Oh, I'm so sorry to hear your sad news. What a shock to you. I'm glad you were able to be there in the end.


----------



## jealous1 (Dec 7, 2007)

I am so sorry to hear of your loss but happy you were able to be with your best friend at the end.


----------



## AmbikaGR (Dec 31, 2007)

I am so sorry to read about Shadow. They are never with us long enough. I am sure he felt great comfort in your being there with him at the end. While I know no words that can ease your pain at a time such as this, I myself have found comfort in the below website at times just as this. I can only hope you do also.

THE STAR


----------



## Penny & Maggie's Mom (Oct 4, 2007)

I'm so sorry for your unexpected loss. There can be no better way to go than with the one you love most right there with you. What a blessing that you were there and able to ease his transition. Hugs to you and godspeed to dear Shadow. I hope when you feel able that you'll share more about him... we all love stories and pictures.


----------



## GoldenCamper (Dec 21, 2009)

I am so sorry for your loss. I am glad you heard his call and were there for him when his time came.


----------



## Laurie (Sep 20, 2009)

_I am so sorry for your loss and so unexpectedly. Take comfort that you were able to be with Shadow at the end._

_RIP Shadow...._


----------



## tuckerbailey (Feb 3, 2011)

So sorry for your loss. It is so difficult to lose them. They are no longer here physically but living in your and our hearts.


----------



## fostermom (Sep 6, 2007)

Oh, I am so sorry. I am so glad you could be there with him when he passed.


----------



## daisysmam (Sep 5, 2010)

I'm so sorry to hear of your loss. He will always be in your heart.


----------



## C's Mom (Dec 7, 2009)

My condolences on the passing of your best friend. Run free at the bridge Shadow.


----------



## Jamm (Mar 28, 2010)

Im so sorry for your loss. Brought tears to my eyes. RIP Shadow<3


----------



## BeauShel (May 20, 2007)

Welcome to the forum but I am so sorry you found us due to the loss of your sweet Shadow. He sounds like he was at peace with you at his side at the end. Which made me cry and smile. You have a great bond that will never go away no matter the time or distance. He will always be with you now only walking on silent paws in your heart and memories.


----------



## MelMcGarry (May 2, 2010)

I am so sorry about your unexpected loss of Shadow. I hope that knowing you were there at the last moment brings you some comfort.


----------



## Rainheart (Nov 28, 2010)

I'm very sorry on your loss of Shadow. Let him run free with my Ginger at the bridge.


----------



## Jax's Mom (Oct 16, 2009)

I'm so very sorry for your loss.....it brought tears to my eyes.


----------



## Jean_NJ (Dec 15, 2010)

I'm sorry you lost your Shadow. it's not easy, but at least you were with him and he went with the person he loved most holding him.


----------



## GoldensGirl (Aug 2, 2010)

I'm so sorry you have lost your Shadow. There are few of here who haven't lost a dog, and I bet every one of us knows or hopes to know the painful blessing of holding a beloved dog in passing. You are hurting now, but Shadow is not. I hope there is comfort in that.

Hugs,
Lucy


----------



## Jo Ellen (Feb 25, 2007)

Brought tears to my eyes too, such a range of emotions. I am filled with joy that he barked for you and that you had those last moments with him ... precious beyond words, such a gift. Though truly sad for you also, because I understand how huge the loss of your friend is to you. And in total awe of you that you were so collected when it mattered to your friend the most. That's love ... again, such a gift :heartbeat


----------



## AmberSunrise (Apr 1, 2009)

I am so sorry Shadow had to pass, but your being there with him was a blessing.
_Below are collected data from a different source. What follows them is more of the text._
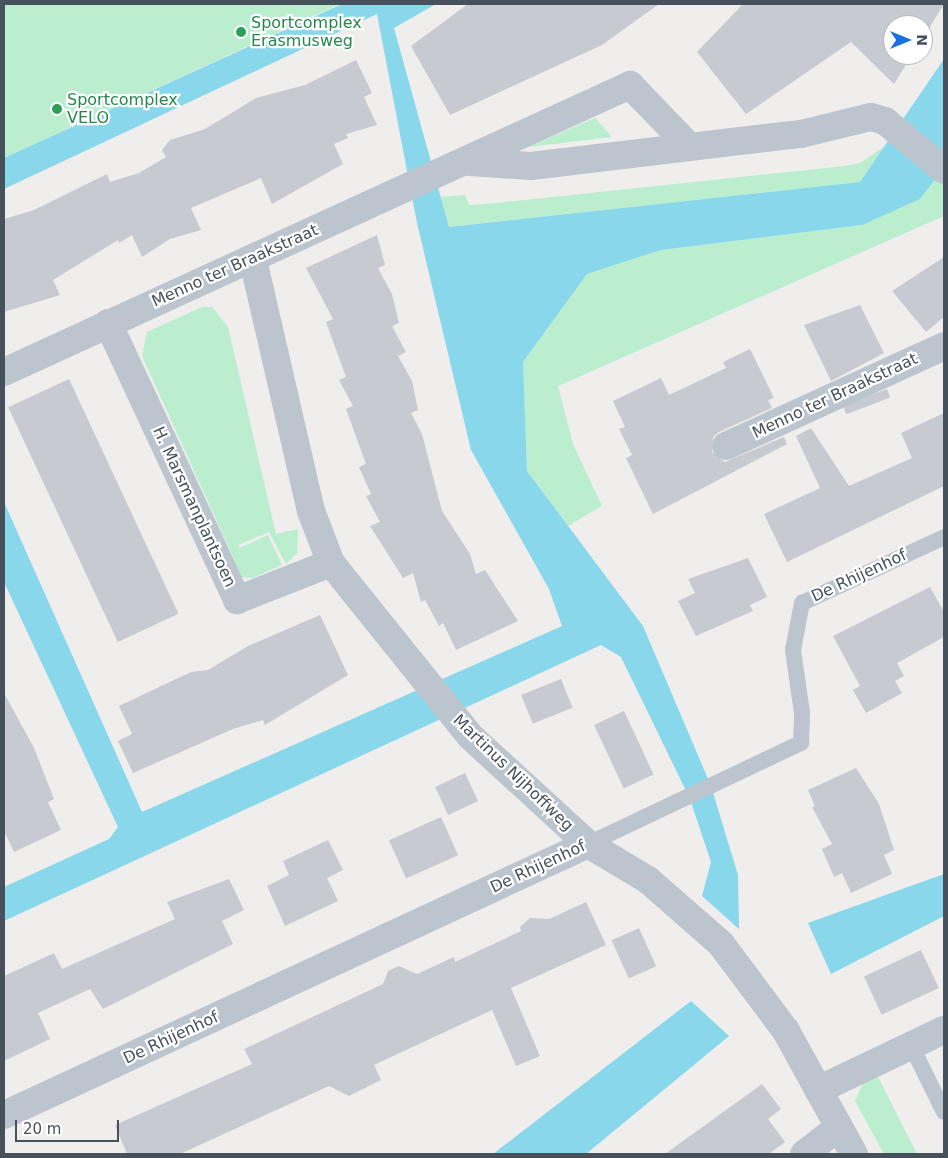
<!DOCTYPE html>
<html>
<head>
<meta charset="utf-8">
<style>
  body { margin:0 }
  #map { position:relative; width:948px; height:1158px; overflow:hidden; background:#f0eded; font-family:"DejaVu Sans",sans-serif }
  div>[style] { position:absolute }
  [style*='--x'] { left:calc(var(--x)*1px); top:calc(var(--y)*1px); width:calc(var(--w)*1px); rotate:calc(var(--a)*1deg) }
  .green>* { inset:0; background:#bbeecf }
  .water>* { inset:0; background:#88d7eb }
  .building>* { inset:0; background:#c7cad0; transform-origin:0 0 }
  .lane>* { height:16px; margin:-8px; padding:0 8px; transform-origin:8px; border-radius:8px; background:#bcc5cd }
  .street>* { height:28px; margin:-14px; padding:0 14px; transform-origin:14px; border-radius:14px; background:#bcc5cd }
  .dots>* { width:14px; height:14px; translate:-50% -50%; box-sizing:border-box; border:2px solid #fff; border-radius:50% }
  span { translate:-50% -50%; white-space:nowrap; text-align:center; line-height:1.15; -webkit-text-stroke:4.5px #fff; paint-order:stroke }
  .leisure-label { font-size:16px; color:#27864d }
  .left { translate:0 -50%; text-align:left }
  .street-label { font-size:16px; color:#46515b }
  .frame { position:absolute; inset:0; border:5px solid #46515b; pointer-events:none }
  .north { position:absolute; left:883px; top:15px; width:50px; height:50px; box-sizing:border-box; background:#fff; border:1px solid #b5b9bd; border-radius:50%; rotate:90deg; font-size:14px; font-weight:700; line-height:20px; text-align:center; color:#46515b }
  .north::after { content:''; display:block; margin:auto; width:18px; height:22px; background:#1970de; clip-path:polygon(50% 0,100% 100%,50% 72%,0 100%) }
  .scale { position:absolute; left:15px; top:1120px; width:104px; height:22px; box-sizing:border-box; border:2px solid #46515b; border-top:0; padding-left:6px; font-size:15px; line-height:18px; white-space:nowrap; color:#46515b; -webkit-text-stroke:4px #fff; paint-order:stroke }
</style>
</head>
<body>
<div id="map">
  <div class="green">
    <div style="clip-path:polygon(4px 4px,340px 4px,4px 158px)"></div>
    <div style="clip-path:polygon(595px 118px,612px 137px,528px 147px)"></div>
    <div style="clip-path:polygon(885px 146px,860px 182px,449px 227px,441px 197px,465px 195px,469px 205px,497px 203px,845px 166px,860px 163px)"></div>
    <div style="clip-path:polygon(944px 168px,944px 216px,558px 386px,573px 444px,602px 506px,568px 526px,527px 471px,523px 362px,587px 274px,661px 250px,862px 225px)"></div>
    <div style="clip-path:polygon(202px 307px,212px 307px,228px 327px,276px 534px,298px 529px,297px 553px,286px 564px,269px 532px,238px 545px,240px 548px,268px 535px,282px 565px,253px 578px,241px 577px,226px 562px,234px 559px,142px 356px,147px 332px)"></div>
    <div style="clip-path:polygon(876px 1073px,917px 1154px,884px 1154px,855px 1101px,864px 1081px)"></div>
  </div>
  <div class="water">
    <div style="clip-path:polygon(342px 4px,436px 4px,394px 28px,449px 227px,860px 182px,944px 59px,944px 168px,920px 199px,862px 225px,661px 250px,587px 274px,523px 362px,527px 471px,643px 626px,711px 786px,738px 875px,739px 929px,702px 896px,711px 862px,690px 799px,621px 657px,601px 645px,4px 921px,4px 887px,109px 839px,118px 827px,4px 582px,4px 502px,142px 812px,562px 626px,549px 589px,471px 450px,417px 223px,377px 14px,4px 189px,4px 158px)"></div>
    <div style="clip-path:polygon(944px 874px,944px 916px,831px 974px,808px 923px)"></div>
    <div style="clip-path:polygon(691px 1001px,729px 1036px,586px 1154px,493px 1154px)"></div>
  </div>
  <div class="building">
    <div style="clip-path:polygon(468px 4px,659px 4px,602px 45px,450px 115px,411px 46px)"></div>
    <div style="clip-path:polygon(743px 4px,944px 4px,923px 38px,923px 25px,893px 25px,893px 55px,912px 55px,894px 84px,851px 42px,746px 114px,697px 52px)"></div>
    <div style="clip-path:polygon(356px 60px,372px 93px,364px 97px,377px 125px,346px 134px,348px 138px,334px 144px,343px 164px,272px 204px,261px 178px,191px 208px,201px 230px,170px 239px,142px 257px,132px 235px,119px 243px,118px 240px,53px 280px,60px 295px,4px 312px,4px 219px,34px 210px,107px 174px,110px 182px,139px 173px,166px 157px,162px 150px,170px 140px,205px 129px,256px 98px,305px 85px)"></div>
    <div style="clip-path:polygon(377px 235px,385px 265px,378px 268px,392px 294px,399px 323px,392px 326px,406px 352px,398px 356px,412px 381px,418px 410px,411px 413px,422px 434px,442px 511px,470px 554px,476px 574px,485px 570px,518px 621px,456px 650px,443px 623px,439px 626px,425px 600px,421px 602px,413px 573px,403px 578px,370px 526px,380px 522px,366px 496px,371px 494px,359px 467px,366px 464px,346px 409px,353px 406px,339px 380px,346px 377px,326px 322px,333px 319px,306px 268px)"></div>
    <div style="clip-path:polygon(944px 257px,944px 317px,926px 332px,892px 291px)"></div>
    <div style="clip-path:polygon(860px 305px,884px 353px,831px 381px,804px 325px)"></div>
    <div style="clip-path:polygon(750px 349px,774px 398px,768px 400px,772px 408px,719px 432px,713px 437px,712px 452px,725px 462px,784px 437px,787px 444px,653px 514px,626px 458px,632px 455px,619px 429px,625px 427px,613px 401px,661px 378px,669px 395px,726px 368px,723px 362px)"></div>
    <div style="left:69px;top:379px;width:259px;height:67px;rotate:65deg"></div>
    <div style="left:887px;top:389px;width:9px;height:47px;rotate:69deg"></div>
    <div style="clip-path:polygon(944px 413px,944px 486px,787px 562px,764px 514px,820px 488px,796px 436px,811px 428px,849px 486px,912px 458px,901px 433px)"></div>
    <div style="clip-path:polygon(748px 558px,767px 597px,750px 605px,753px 611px,696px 636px,678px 601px,695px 593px,688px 579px)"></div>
    <div style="clip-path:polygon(930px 587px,944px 612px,944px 637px,897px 663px,904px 676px,895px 681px,902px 693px,866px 713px,853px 690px,860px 686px,833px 636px)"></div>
    <div style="clip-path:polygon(320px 615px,348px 675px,265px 725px,263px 720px,233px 729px,133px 773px,118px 741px,132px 734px,119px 706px,191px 672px,208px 670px,248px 646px)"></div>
    <div style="left:561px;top:679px;width:31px;height:43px;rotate:68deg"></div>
    <div style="clip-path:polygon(4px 693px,34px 748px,54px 799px,48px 802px,61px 830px,14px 852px,4px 831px)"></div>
    <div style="left:624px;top:711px;width:70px;height:33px;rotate:65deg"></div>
    <div style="clip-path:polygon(856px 768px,879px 804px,894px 850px,884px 855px,892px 874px,851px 893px,842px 873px,834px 877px,822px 849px,832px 844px,812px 807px,815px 806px,808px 790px)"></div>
    <div style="left:465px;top:773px;width:31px;height:33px;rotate:65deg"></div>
    <div style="left:441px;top:817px;width:42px;height:57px;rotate:66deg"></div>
    <div style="clip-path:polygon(328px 840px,343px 870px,327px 878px,338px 901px,285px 926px,267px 886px,289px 875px,283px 861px)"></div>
    <div style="clip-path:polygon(229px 879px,244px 910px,222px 921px,233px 944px,103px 1009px,90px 989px,38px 1013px,50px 1039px,4px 1061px,4px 976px,54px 953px,62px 969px,175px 919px,167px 902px)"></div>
    <div style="clip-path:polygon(586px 902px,606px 945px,511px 988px,540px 1056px,516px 1066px,492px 1010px,374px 1065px,381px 1080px,349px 1096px,329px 1086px,180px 1154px,127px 1154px,115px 1125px,252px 1064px,244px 1049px,383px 984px,388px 971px,399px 966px,417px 974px,454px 957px,455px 962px,521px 931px,520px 927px,530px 918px,549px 919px)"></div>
    <div style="left:639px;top:928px;width:42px;height:30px;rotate:66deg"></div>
    <div style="left:921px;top:950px;width:42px;height:63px;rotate:65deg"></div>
    <div style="clip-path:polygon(762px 1084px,781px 1109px,768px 1119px,785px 1142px,769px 1154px,665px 1154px)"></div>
  </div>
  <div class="lane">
    <div style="--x:588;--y:844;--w:236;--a:-25.4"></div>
    <div style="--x:801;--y:743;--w:30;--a:-88"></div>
    <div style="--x:802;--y:713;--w:64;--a:-98.1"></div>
    <div style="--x:793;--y:650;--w:48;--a:-79.2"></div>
    <div style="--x:802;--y:603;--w:157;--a:-24.9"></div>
    <div style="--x:912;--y:1047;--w:72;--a:63.8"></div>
  </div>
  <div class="street">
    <div style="--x:470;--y:162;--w:61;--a:3.8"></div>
    <div style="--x:531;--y:166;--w:272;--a:-6.8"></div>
    <div style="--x:801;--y:134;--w:72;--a:-13.7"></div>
    <div style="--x:871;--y:117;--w:15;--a:16"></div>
    <div style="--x:885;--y:121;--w:77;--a:39.7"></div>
    <div style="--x:253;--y:260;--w:258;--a:77"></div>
    <div style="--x:311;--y:511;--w:56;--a:69"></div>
    <div style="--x:331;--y:563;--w:222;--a:51.2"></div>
    <div style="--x:470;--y:736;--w:160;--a:42.5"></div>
    <div style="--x:588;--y:844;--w:70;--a:31"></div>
    <div style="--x:648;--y:880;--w:97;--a:41.2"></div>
    <div style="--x:721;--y:944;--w:109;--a:53.2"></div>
    <div style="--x:786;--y:1031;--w:141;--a:61.1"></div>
    <div style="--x:108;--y:323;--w:306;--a:65"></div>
    <div style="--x:237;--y:600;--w:101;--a:-21.5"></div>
    <div style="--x:4;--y:372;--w:689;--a:-24.63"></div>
    <div style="--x:630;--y:85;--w:85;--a:46"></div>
    <div style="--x:726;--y:446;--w:240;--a:-24.6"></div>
    <div style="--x:818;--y:1090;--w:140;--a:-25.5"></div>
    <div style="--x:4;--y:1115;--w:644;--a:-24.89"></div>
    <div style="--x:804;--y:1154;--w:44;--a:-37.6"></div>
  </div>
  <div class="dots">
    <div style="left:241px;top:32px;background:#2e9e5b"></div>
    <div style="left:57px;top:109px;background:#2e9e5b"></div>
  </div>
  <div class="leisure-label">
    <span class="left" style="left:251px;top:32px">Sportcomplex<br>Erasmusweg</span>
    <span class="left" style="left:67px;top:109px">Sportcomplex<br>VELO</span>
  </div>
  <div class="street-label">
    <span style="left:235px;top:266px;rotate:-24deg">Menno ter Braakstraat</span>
    <span style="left:835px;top:396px;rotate:-25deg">Menno ter Braakstraat</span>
    <span style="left:194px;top:507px;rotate:65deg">H. Marsmanplantsoen</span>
    <span style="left:859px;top:576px;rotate:-25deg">De Rhijenhof</span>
    <span style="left:513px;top:773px;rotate:44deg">Martinus Nijhoffweg</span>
    <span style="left:538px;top:867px;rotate:-25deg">De Rhijenhof</span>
    <span style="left:171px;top:1038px;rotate:-25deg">De Rhijenhof</span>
  </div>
  <div class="frame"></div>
  <div class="north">N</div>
  <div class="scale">20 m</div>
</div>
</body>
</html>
Run softly at the Bridge Shadow,


----------



## crayola_sky (Jan 18, 2011)

I am so sorry you lost your best friend. *big hugs to you*
Will be thinking of you tonight.


----------



## Florabora22 (Nov 30, 2008)

I'm so sorry. I know this doesn't make you feel any better, but when my Flora goes I sincerely hope it is exactly how your Shadow went... peacefully, in the arms of those he loves and who loves him. My sincerest condolences.


----------



## PrincessDi (Jun 8, 2009)

I am so sorry for your sudden loss of Shadow. I'm sure that was such a shock to loose him without any warning. I know that it helped him to have you there with him when he left for the bridge. Rest in Peace Shadow.


----------



## magiclover (Apr 22, 2008)

I am so sorry for your sudden loss. I know you must be heartbroken. I am in the final stages with one of my dogs and it is so hard.


----------



## goldensmum (Oct 23, 2007)

So sorry for your loss of Shadow, but glad (if that is the right word) that you were able to be with him as he passed to the bridge

Run free Shadow


----------



## ELI&BAILEY'S MOM (Dec 18, 2008)

I am so sorry for your loss.


----------



## maggie1951 (Apr 20, 2007)

Karen519 said:


> I am so very sorry about your sweet Golden, Shadow, but what a perfect way for Shadow to go with you by his side-with no suffering.


 
I am so sorry for your loss of Shadow but as Karen said if they must go what a nice way to go.


----------



## paula bedard (Feb 5, 2008)

RIP Sweet Shadow. I know how heart broken you are right now, but he gave you a gift before he left...he called you to him and passed peacefully with his best friend by his side. We all hope for that moment.


----------



## CAROLINA MOM (May 12, 2009)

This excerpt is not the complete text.